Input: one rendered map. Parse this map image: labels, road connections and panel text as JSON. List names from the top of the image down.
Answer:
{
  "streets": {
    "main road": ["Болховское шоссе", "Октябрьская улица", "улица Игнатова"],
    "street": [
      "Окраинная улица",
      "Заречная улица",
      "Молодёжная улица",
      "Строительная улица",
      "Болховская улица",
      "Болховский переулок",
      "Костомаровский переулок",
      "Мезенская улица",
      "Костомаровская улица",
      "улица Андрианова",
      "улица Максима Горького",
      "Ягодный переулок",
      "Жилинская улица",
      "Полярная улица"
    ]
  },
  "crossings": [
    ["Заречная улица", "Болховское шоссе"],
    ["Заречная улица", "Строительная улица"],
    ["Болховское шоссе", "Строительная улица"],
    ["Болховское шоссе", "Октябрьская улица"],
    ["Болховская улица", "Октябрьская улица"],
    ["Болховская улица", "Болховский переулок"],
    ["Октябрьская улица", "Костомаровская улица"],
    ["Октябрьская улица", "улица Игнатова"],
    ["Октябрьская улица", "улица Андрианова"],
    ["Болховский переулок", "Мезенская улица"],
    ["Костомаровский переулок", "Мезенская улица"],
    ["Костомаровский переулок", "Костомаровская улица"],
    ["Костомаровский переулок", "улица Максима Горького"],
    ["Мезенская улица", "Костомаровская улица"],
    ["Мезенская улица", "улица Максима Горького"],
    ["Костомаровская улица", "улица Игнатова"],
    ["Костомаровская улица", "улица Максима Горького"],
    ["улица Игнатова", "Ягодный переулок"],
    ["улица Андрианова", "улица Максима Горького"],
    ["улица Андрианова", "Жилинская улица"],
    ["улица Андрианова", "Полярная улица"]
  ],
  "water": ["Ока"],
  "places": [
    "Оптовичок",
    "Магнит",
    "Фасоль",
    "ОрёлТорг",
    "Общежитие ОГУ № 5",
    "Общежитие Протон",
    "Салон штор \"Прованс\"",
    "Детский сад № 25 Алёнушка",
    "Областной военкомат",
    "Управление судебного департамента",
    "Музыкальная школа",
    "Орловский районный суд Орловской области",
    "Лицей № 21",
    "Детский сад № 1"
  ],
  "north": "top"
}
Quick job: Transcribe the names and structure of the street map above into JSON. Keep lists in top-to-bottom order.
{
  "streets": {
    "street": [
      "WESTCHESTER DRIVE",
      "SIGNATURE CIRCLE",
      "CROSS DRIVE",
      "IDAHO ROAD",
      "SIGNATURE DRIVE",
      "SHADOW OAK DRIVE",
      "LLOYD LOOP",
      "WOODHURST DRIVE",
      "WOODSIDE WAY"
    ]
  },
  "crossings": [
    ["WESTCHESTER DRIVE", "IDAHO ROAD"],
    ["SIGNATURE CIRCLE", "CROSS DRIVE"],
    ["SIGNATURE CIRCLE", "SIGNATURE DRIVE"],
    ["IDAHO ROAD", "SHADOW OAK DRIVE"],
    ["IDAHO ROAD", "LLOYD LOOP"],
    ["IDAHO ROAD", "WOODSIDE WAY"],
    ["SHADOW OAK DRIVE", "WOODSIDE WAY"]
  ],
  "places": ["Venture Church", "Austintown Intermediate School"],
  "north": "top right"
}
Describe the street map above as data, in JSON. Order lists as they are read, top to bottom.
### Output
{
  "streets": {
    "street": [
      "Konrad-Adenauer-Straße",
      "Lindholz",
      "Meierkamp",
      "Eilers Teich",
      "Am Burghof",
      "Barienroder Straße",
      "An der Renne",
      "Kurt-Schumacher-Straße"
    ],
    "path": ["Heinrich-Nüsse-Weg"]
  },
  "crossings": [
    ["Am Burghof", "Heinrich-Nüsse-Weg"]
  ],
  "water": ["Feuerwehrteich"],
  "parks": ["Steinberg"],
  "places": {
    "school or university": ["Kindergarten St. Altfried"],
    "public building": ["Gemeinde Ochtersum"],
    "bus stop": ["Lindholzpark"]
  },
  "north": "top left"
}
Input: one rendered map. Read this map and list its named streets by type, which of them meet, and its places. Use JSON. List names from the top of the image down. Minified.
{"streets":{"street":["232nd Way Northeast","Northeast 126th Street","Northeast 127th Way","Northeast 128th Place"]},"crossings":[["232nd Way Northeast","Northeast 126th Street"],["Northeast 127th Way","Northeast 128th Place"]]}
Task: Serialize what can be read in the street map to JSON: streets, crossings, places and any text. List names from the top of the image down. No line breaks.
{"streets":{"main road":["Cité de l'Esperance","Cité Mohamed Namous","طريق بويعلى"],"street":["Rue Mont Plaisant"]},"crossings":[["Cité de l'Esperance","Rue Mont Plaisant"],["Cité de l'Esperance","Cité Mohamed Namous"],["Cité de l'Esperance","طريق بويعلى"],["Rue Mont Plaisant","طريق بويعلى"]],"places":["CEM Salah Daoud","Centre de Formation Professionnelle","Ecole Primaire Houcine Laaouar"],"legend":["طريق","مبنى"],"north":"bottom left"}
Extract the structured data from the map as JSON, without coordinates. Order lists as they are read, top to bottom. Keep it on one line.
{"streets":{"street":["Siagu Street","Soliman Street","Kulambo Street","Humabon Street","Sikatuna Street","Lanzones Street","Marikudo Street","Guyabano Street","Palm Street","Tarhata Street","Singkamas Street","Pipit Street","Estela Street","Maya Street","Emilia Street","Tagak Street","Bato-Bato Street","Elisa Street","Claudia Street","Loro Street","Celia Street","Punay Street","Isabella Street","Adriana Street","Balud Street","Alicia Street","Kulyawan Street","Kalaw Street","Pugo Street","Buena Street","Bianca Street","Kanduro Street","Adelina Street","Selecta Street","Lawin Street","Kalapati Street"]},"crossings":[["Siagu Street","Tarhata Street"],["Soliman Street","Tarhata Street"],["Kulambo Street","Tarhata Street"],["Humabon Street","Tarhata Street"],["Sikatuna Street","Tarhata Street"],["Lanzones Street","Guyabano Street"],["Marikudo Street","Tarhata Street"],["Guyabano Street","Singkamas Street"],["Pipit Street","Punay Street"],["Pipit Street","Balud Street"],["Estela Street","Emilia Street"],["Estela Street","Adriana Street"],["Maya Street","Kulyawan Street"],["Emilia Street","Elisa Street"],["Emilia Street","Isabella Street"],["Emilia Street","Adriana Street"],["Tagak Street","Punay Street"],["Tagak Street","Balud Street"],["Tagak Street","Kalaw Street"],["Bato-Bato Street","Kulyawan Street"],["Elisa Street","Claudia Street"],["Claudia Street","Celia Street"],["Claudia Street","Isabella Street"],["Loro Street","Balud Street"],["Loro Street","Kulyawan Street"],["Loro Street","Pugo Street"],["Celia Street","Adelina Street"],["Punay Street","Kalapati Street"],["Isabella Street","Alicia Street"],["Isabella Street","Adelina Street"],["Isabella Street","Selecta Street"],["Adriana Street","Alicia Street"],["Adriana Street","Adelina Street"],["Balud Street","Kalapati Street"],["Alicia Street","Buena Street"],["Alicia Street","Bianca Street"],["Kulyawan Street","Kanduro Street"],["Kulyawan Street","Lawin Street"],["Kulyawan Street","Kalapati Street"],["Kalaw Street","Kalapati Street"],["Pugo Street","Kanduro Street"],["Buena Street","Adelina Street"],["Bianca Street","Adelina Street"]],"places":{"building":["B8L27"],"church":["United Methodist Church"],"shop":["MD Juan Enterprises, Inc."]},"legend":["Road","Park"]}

- WHAT YOU NEED TO DO
Every record above must appear again in the answer, unchanged.

- RESULT OF THE TASK
Input: one rendered map. Parse this map image: labels, road connections and panel text as JSON. List names from the top of the image down.
Answer:
{
  "streets": {
    "main road": ["Болховское шоссе", "Октябрьская улица", "улица Игнатова"],
    "street": [
      "Окраинная улица",
      "Заречная улица",
      "Молодёжная улица",
      "Строительная улица",
      "Болховская улица",
      "Болховский переулок",
      "Костомаровский переулок",
      "Мезенская улица",
      "Костомаровская улица",
      "улица Андрианова",
      "улица Максима Горького",
      "Ягодный переулок",
      "Жилинская улица",
      "Полярная улица"
    ]
  },
  "crossings": [
    ["Заречная улица", "Болховское шоссе"],
    ["Заречная улица", "Строительная улица"],
    ["Болховское шоссе", "Строительная улица"],
    ["Болховское шоссе", "Октябрьская улица"],
    ["Болховская улица", "Октябрьская улица"],
    ["Болховская улица", "Болховский переулок"],
    ["Октябрьская улица", "Костомаровская улица"],
    ["Октябрьская улица", "улица Игнатова"],
    ["Октябрьская улица", "улица Андрианова"],
    ["Болховский переулок", "Мезенская улица"],
    ["Костомаровский переулок", "Мезенская улица"],
    ["Костомаровский переулок", "Костомаровская улица"],
    ["Костомаровский переулок", "улица Максима Горького"],
    ["Мезенская улица", "Костомаровская улица"],
    ["Мезенская улица", "улица Максима Горького"],
    ["Костомаровская улица", "улица Игнатова"],
    ["Костомаровская улица", "улица Максима Горького"],
    ["улица Игнатова", "Ягодный переулок"],
    ["улица Андрианова", "улица Максима Горького"],
    ["улица Андрианова", "Жилинская улица"],
    ["улица Андрианова", "Полярная улица"]
  ],
  "water": ["Ока"],
  "places": [
    "Оптовичок",
    "Магнит",
    "Фасоль",
    "ОрёлТорг",
    "Общежитие ОГУ № 5",
    "Общежитие Протон",
    "Салон штор \"Прованс\"",
    "Детский сад № 25 Алёнушка",
    "Областной военкомат",
    "Управление судебного департамента",
    "Музыкальная школа",
    "Орловский районный суд Орловской области",
    "Лицей № 21",
    "Детский сад № 1"
  ],
  "north": "top"
}
Quick job: Transcribe the names and structure of the street map above into JSON. Keep lists in top-to-bottom order.
{
  "streets": {
    "street": [
      "WESTCHESTER DRIVE",
      "SIGNATURE CIRCLE",
      "CROSS DRIVE",
      "IDAHO ROAD",
      "SIGNATURE DRIVE",
      "SHADOW OAK DRIVE",
      "LLOYD LOOP",
      "WOODHURST DRIVE",
      "WOODSIDE WAY"
    ]
  },
  "crossings": [
    ["WESTCHESTER DRIVE", "IDAHO ROAD"],
    ["SIGNATURE CIRCLE", "CROSS DRIVE"],
    ["SIGNATURE CIRCLE", "SIGNATURE DRIVE"],
    ["IDAHO ROAD", "SHADOW OAK DRIVE"],
    ["IDAHO ROAD", "LLOYD LOOP"],
    ["IDAHO ROAD", "WOODSIDE WAY"],
    ["SHADOW OAK DRIVE", "WOODSIDE WAY"]
  ],
  "places": ["Venture Church", "Austintown Intermediate School"],
  "north": "top right"
}
Describe the street map above as data, in JSON. Order lists as they are read, top to bottom.
### Output
{
  "streets": {
    "street": [
      "Konrad-Adenauer-Straße",
      "Lindholz",
      "Meierkamp",
      "Eilers Teich",
      "Am Burghof",
      "Barienroder Straße",
      "An der Renne",
      "Kurt-Schumacher-Straße"
    ],
    "path": ["Heinrich-Nüsse-Weg"]
  },
  "crossings": [
    ["Am Burghof", "Heinrich-Nüsse-Weg"]
  ],
  "water": ["Feuerwehrteich"],
  "parks": ["Steinberg"],
  "places": {
    "school or university": ["Kindergarten St. Altfried"],
    "public building": ["Gemeinde Ochtersum"],
    "bus stop": ["Lindholzpark"]
  },
  "north": "top left"
}
Input: one rendered map. Read this map and list its named streets by type, which of them meet, and its places. Use JSON. List names from the top of the image down. Minified.
{"streets":{"street":["232nd Way Northeast","Northeast 126th Street","Northeast 127th Way","Northeast 128th Place"]},"crossings":[["232nd Way Northeast","Northeast 126th Street"],["Northeast 127th Way","Northeast 128th Place"]]}
Task: Serialize what can be read in the street map to JSON: streets, crossings, places and any text. List names from the top of the image down. No line breaks.
{"streets":{"main road":["Cité de l'Esperance","Cité Mohamed Namous","طريق بويعلى"],"street":["Rue Mont Plaisant"]},"crossings":[["Cité de l'Esperance","Rue Mont Plaisant"],["Cité de l'Esperance","Cité Mohamed Namous"],["Cité de l'Esperance","طريق بويعلى"],["Rue Mont Plaisant","طريق بويعلى"]],"places":["CEM Salah Daoud","Centre de Formation Professionnelle","Ecole Primaire Houcine Laaouar"],"legend":["طريق","مبنى"],"north":"bottom left"}
Extract the structured data from the map as JSON, without coordinates. Order lists as they are read, top to bottom. Keep it on one line.
{"streets":{"street":["Siagu Street","Soliman Street","Kulambo Street","Humabon Street","Sikatuna Street","Lanzones Street","Marikudo Street","Guyabano Street","Palm Street","Tarhata Street","Singkamas Street","Pipit Street","Estela Street","Maya Street","Emilia Street","Tagak Street","Bato-Bato Street","Elisa Street","Claudia Street","Loro Street","Celia Street","Punay Street","Isabella Street","Adriana Street","Balud Street","Alicia Street","Kulyawan Street","Kalaw Street","Pugo Street","Buena Street","Bianca Street","Kanduro Street","Adelina Street","Selecta Street","Lawin Street","Kalapati Street"]},"crossings":[["Siagu Street","Tarhata Street"],["Soliman Street","Tarhata Street"],["Kulambo Street","Tarhata Street"],["Humabon Street","Tarhata Street"],["Sikatuna Street","Tarhata Street"],["Lanzones Street","Guyabano Street"],["Marikudo Street","Tarhata Street"],["Guyabano Street","Singkamas Street"],["Pipit Street","Punay Street"],["Pipit Street","Balud Street"],["Estela Street","Emilia Street"],["Estela Street","Adriana Street"],["Maya Street","Kulyawan Street"],["Emilia Street","Elisa Street"],["Emilia Street","Isabella Street"],["Emilia Street","Adriana Street"],["Tagak Street","Punay Street"],["Tagak Street","Balud Street"],["Tagak Street","Kalaw Street"],["Bato-Bato Street","Kulyawan Street"],["Elisa Street","Claudia Street"],["Claudia Street","Celia Street"],["Claudia Street","Isabella Street"],["Loro Street","Balud Street"],["Loro Street","Kulyawan Street"],["Loro Street","Pugo Street"],["Celia Street","Adelina Street"],["Punay Street","Kalapati Street"],["Isabella Street","Alicia Street"],["Isabella Street","Adelina Street"],["Isabella Street","Selecta Street"],["Adriana Street","Alicia Street"],["Adriana Street","Adelina Street"],["Balud Street","Kalapati Street"],["Alicia Street","Buena Street"],["Alicia Street","Bianca Street"],["Kulyawan Street","Kanduro Street"],["Kulyawan Street","Lawin Street"],["Kulyawan Street","Kalapati Street"],["Kalaw Street","Kalapati Street"],["Pugo Street","Kanduro Street"],["Buena Street","Adelina Street"],["Bianca Street","Adelina Street"]],"places":{"building":["B8L27"],"church":["United Methodist Church"],"shop":["MD Juan Enterprises, Inc."]},"legend":["Road","Park"]}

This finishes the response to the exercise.